Stored items:
_ _ _ _ _ _ _
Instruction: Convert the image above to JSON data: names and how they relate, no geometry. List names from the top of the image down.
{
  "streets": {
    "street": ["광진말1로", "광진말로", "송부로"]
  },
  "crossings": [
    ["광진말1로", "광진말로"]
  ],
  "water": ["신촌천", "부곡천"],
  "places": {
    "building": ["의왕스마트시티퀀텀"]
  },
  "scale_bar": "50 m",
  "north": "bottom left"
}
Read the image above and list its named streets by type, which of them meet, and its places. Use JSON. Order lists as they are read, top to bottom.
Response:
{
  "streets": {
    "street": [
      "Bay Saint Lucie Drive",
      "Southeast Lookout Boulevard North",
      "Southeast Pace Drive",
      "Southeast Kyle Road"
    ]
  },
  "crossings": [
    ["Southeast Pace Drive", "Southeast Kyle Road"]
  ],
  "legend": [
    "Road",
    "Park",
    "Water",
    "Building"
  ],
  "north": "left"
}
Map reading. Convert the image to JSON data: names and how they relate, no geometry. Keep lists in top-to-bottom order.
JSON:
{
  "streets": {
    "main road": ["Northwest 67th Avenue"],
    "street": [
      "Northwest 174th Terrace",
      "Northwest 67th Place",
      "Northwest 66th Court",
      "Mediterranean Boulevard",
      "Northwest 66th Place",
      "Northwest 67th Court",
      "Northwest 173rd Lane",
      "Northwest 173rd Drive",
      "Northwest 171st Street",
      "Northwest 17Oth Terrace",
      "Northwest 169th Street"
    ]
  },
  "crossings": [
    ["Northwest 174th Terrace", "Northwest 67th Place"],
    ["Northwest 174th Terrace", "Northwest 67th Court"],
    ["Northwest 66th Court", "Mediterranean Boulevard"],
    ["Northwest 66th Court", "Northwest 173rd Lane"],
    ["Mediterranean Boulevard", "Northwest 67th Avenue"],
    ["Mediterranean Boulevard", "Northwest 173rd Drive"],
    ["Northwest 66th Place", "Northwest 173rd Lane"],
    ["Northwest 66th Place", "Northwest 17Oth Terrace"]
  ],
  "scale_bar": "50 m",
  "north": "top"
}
_ _ _ _ _ _ _
[DIRECTIONS FOR THIS TASK] Make an exact copy of the data above.

[ANSWER TO THIS TASK]
Instruction: Convert the image above to JSON data: names and how they relate, no geometry. List names from the top of the image down.
{
  "streets": {
    "street": ["광진말1로", "광진말로", "송부로"]
  },
  "crossings": [
    ["광진말1로", "광진말로"]
  ],
  "water": ["신촌천", "부곡천"],
  "places": {
    "building": ["의왕스마트시티퀀텀"]
  },
  "scale_bar": "50 m",
  "north": "bottom left"
}
Read the image above and list its named streets by type, which of them meet, and its places. Use JSON. Order lists as they are read, top to bottom.
Response:
{
  "streets": {
    "street": [
      "Bay Saint Lucie Drive",
      "Southeast Lookout Boulevard North",
      "Southeast Pace Drive",
      "Southeast Kyle Road"
    ]
  },
  "crossings": [
    ["Southeast Pace Drive", "Southeast Kyle Road"]
  ],
  "legend": [
    "Road",
    "Park",
    "Water",
    "Building"
  ],
  "north": "left"
}
Map reading. Convert the image to JSON data: names and how they relate, no geometry. Keep lists in top-to-bottom order.
JSON:
{
  "streets": {
    "main road": ["Northwest 67th Avenue"],
    "street": [
      "Northwest 174th Terrace",
      "Northwest 67th Place",
      "Northwest 66th Court",
      "Mediterranean Boulevard",
      "Northwest 66th Place",
      "Northwest 67th Court",
      "Northwest 173rd Lane",
      "Northwest 173rd Drive",
      "Northwest 171st Street",
      "Northwest 17Oth Terrace",
      "Northwest 169th Street"
    ]
  },
  "crossings": [
    ["Northwest 174th Terrace", "Northwest 67th Place"],
    ["Northwest 174th Terrace", "Northwest 67th Court"],
    ["Northwest 66th Court", "Mediterranean Boulevard"],
    ["Northwest 66th Court", "Northwest 173rd Lane"],
    ["Mediterranean Boulevard", "Northwest 67th Avenue"],
    ["Mediterranean Boulevard", "Northwest 173rd Drive"],
    ["Northwest 66th Place", "Northwest 173rd Lane"],
    ["Northwest 66th Place", "Northwest 17Oth Terrace"]
  ],
  "scale_bar": "50 m",
  "north": "top"
}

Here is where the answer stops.